_Task details:_
What is the number of lines in these entries that include "Benz"? Write that number and no other text.

_Records for the task:_
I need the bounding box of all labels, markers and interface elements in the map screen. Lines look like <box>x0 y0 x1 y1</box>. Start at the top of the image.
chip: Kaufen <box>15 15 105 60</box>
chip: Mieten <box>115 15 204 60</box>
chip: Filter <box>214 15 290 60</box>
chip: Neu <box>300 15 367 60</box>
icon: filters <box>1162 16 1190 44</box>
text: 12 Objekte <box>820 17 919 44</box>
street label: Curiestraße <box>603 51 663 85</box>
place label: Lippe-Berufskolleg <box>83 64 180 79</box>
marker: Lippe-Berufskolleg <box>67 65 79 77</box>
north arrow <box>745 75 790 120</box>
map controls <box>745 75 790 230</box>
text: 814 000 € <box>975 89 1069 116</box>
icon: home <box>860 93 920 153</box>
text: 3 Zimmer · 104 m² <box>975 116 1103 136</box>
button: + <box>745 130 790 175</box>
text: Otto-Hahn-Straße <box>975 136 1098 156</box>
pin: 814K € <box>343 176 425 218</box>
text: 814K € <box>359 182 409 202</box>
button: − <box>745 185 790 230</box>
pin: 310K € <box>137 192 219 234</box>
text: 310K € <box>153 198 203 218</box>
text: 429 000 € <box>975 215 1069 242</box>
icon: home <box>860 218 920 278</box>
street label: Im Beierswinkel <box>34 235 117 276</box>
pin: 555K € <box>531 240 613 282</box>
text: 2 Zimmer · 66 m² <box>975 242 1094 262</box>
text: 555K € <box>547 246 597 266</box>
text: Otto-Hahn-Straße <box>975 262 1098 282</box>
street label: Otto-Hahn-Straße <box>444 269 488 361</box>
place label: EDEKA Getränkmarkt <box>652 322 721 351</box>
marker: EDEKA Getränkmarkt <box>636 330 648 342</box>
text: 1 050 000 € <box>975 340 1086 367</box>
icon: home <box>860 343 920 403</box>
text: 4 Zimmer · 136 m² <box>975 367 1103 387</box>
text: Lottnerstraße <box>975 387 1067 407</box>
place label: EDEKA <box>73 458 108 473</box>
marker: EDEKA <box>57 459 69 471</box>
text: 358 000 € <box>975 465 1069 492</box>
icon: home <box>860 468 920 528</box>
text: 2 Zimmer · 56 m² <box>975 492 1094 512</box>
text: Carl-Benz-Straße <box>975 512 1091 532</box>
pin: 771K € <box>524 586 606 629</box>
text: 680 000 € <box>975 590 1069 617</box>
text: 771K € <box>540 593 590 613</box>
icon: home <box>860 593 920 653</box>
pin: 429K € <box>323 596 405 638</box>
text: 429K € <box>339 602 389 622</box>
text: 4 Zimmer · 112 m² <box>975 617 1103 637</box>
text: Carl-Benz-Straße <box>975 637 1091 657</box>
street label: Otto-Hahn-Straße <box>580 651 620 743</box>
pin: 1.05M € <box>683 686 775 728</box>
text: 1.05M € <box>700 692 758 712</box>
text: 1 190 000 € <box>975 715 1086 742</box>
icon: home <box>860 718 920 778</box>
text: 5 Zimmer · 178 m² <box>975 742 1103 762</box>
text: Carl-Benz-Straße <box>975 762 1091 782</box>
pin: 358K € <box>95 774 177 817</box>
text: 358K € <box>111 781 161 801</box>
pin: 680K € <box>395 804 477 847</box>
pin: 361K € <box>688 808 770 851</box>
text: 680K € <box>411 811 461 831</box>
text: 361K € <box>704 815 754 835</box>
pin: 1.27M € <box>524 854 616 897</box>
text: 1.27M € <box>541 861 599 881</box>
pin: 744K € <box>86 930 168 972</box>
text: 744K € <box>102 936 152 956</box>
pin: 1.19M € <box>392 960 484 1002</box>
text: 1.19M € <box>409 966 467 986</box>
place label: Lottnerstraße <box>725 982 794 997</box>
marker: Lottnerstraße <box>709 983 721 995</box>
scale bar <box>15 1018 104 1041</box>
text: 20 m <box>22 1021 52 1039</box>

_Exercise solution:_
3